Not to be confused with Mothers against decapentaplegic.

MXD1
Available structures PDB Ortholog search: PDBe RCSB List of PDB id codes 1E91, 1G1E, 1NLW, 1PD7, 1S5Q
Identifiers
Aliases	MXD1, BHLHC58, MAD, MAD1, MAX dimerization protein 1
External IDs	OMIM: 600021; MGI: 96908; HomoloGene: 1767; GeneCards: MXD1; OMA:MXD1 - orthologs
Gene location (Human) Chr. Chromosome 2 (human)[1] Band 2p13.3 Start 69,897,688 bp[1] End 69,942,945 bp[1]
Gene location (Mouse) Chr. Chromosome 6 (mouse)[2] Band 6 D1|6 37.75 cM Start 86,624,024 bp[2] End 86,646,143 bp[2]
RNA expression pattern Bgee Human Mouse (ortholog) Top expressed in buccal mucosa cell mucosa of pharynx oocyte secondary oocyte amniotic fluid blood oral cavity jejunal mucosa mucosa of colon mucosa of sigmoid colon Top expressed in granulocyte left colon blood retinal pigment epithelium duodenum ciliary body secondary oocyte epithelium of stomach jejunum conjunctival fornix More reference expression data BioGPS More reference expression data
Gene ontology Molecular function DNA-binding transcription factor activity RNA polymerase II cis-regulatory region sequence-specific DNA binding DNA binding DNA-binding transcription repressor activity, RNA polymerase II-specific protein binding transcription coregulator activity protein dimerization activity transcription corepressor activity DNA-binding transcription factor activity, RNA polymerase II-specific Cellular component nucleus nucleoplasm mitochondrion cytosol Biological process multicellular organism development cell population proliferation regulation of transcription, DNA-templated negative regulation of transcription by RNA polymerase II transcription, DNA-templated Sources:Amigo / QuickGO
Orthologs Species Human Mouse Entrez 4084 17119 Ensembl ENSG00000059728 ENSMUSG00000001156 UniProt Q05195 P50538 RefSeq (mRNA) NM_002357 NM_001202513 NM_001202514 NM_010751 RefSeq (protein) NP_001189442 NP_001189443 NP_002348 n/a Location (UCSC) Chr 2: 69.9 – 69.94 Mb Chr 6: 86.62 – 86.65 Mb PubMed search [3] [4]
Wikidata
View/Edit Human View/Edit Mouse

MAD protein is a protein that in humans is encoded by the MXD1 gene.^[5][6]
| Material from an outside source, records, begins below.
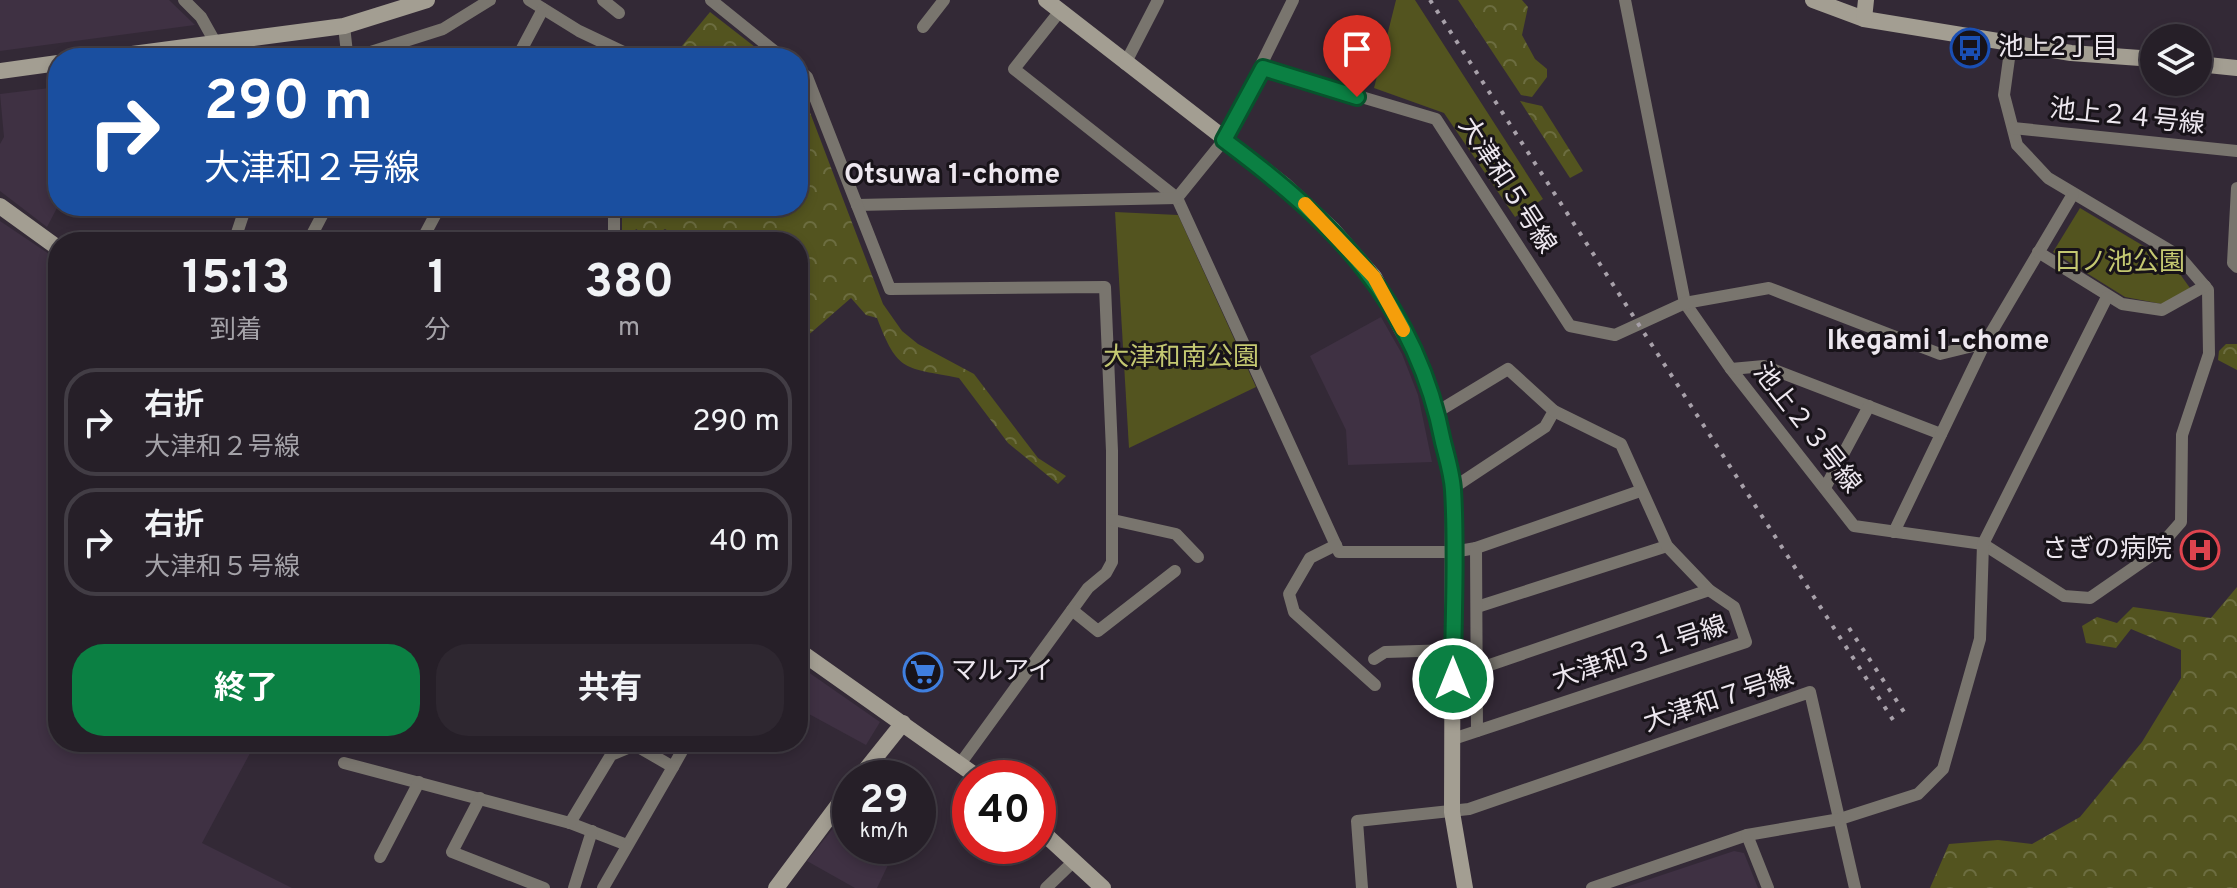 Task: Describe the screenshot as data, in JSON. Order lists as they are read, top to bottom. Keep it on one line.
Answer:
{"streets":{"street":["池上２４号線","大津和５号線","池上２３号線","大津和３１号線","大津和７号線"]},"crossings":[["大津和５号線","池上２３号線"]],"districts":["Otsuwa 1-chome","Ikegami 1-chome"],"parks":["口ノ池公園","大津和南公園"],"places":{"bus stop":["池上2丁目"],"hospital":["さぎの病院"],"supermarket":["マルアイ"]},"page":{"turn":["290 m","大津和２号線"],"eta":["15:13","到着","1","分","380","m"],"list":[{"name":"右折","note":"大津和２号線","value":"290 m"},{"name":"右折","note":"大津和５号線","value":"40 m"}],"buttons":["終了","共有"],"speed":"29 km/h","limit":"40"}} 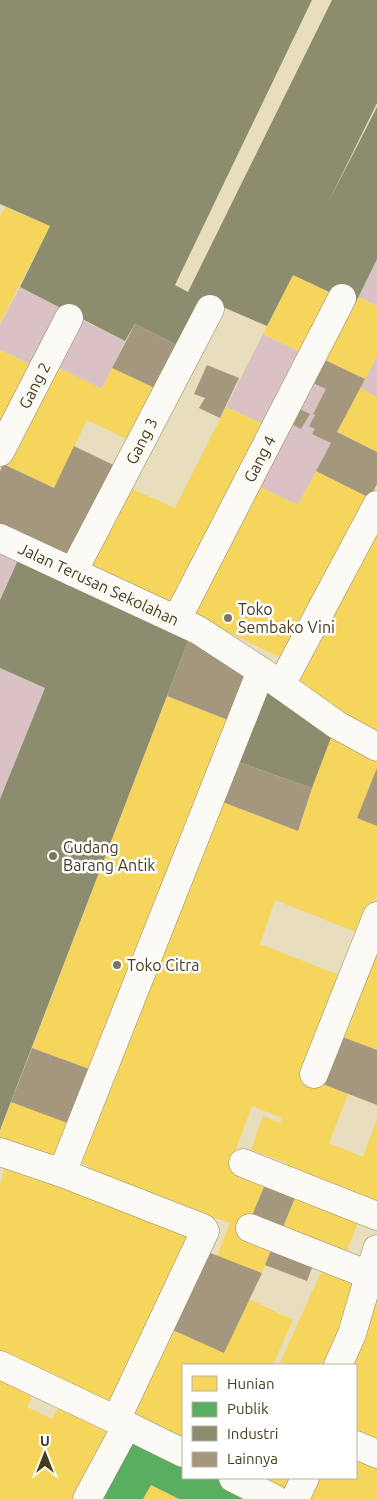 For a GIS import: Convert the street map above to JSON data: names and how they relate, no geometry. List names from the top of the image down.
{
  "streets": {
    "street": [
      "Gang 2",
      "Gang 3",
      "Gang 4",
      "Jalan Terusan Sekolahan"
    ]
  },
  "crossings": [
    ["Gang 3", "Jalan Terusan Sekolahan"],
    ["Gang 4", "Jalan Terusan Sekolahan"]
  ],
  "places": ["Toko Sembako Vini", "Gudang Barang Antik", "Toko Citra"],
  "legend": [
    "Hunian",
    "Publik",
    "Industri",
    "Lainnya"
  ],
  "north": "top"
}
MAD-MAX dimerization protein belongs to a subfamily of MAX-interacting proteins. This protein competes with MYC for binding to MAX to form a sequence-specific DNA-binding complex, acts as a transcriptional repressor (while MYC appears to function as an activator) and is a candidate tumor suppressor.^[6]

Interactions

MXD1 has been shown to interact with Histone deacetylase 2,^[7][8] SMC3,^[9] MLX,^[10][11] SIN3A^[12][13][14] and MAX.^{[9][15][16][17]}

References

1. ^ ^{a b c} GRCh38: Ensembl release 89: ENSG00000059728 – Ensembl, May 2017
2. ^ ^{a b c} GRCm38: Ensembl release 89: ENSMUSG00000001156 – Ensembl, May 2017
3. ^ "Human PubMed Reference:". National Center for Biotechnology Information, U.S. National Library of Medicine.
4. ^ "Mouse PubMed Reference:". National Center for Biotechnology Information, U.S. National Library of Medicine.
5. ^ Shapiro DN, Valentine V, Eagle L, Yin X, Morris SW, Prochownik EV (February 1995). "Assignment of the human MAD and MXI1 genes to chromosomes 2p12-p13 and 10q24-q25". Genomics. 23 (1): 282–5. doi:10.1006/geno.1994.1496. PMID 7829091.
6. ^ ^{a b} "Entrez Gene: MXD1 MAX dimerization protein 1".
7. ^ Laherty, C D; Yang W M; Sun J M; Davie J R; Seto E; Eisenman R N (May 1997). "Histone deacetylases associated with the mSin3 corepressor mediate mad transcriptional repression". Cell. 89 (3). UNITED STATES: 349–56. doi:10.1016/S0092-8674(00)80215-9. ISSN 0092-8674. PMID 9150134. S2CID 13490886.
8. ^ Spronk, C A; Tessari M; Kaan A M; Jansen J F; Vermeulen M; Stunnenberg H G; Vuister G W (December 2000). "The Mad1-Sin3B interaction involves a novel helical fold". Nat. Struct. Biol. 7 (12). UNITED STATES: 1100–4. doi:10.1038/81944. hdl:2066/79474. ISSN 1072-8368. PMID 11101889. S2CID 12451972.
9. ^ ^{a b} Gupta, K; Anand G; Yin X; Grove L; Prochownik E V (March 1998). "Mmip1: a novel leucine zipper protein that reverses the suppressive effects of Mad family members on c-myc". Oncogene. 16 (9). ENGLAND: 1149–59. doi:10.1038/sj.onc.1201634. ISSN 0950-9232. PMID 9528857.
10. ^ Cairo, S; Merla G; Urbinati F; Ballabio A; Reymond A (March 2001). "WBSCR14, a gene mapping to the Williams--Beuren syndrome deleted region, is a new member of the Mlx transcription factor network". Hum. Mol. Genet. 10 (6). England: 617–27. doi:10.1093/hmg/10.6.617. ISSN 0964-6906. PMID 11230181.
11. ^ Meroni, G; Cairo S; Merla G; Messali S; Brent R; Ballabio A; Reymond A (July 2000). "Mlx, a new Max-like bHLHZip family member: the center stage of a novel transcription factors regulatory pathway?". Oncogene. 19 (29). ENGLAND: 3266–77. doi:10.1038/sj.onc.1203634. ISSN 0950-9232. PMID 10918583.
12. ^ Swanson, Kurt A; Knoepfler Paul S; Huang Kai; Kang Richard S; Cowley Shaun M; Laherty Carol D; Eisenman Robert N; Radhakrishnan Ishwar (August 2004). "HBP1 and Mad1 repressors bind the Sin3 corepressor PAH2 domain with opposite helical orientations". Nat. Struct. Mol. Biol. 11 (8). United States: 738–46. doi:10.1038/nsmb798. ISSN 1545-9993. PMID 15235594. S2CID 44324333.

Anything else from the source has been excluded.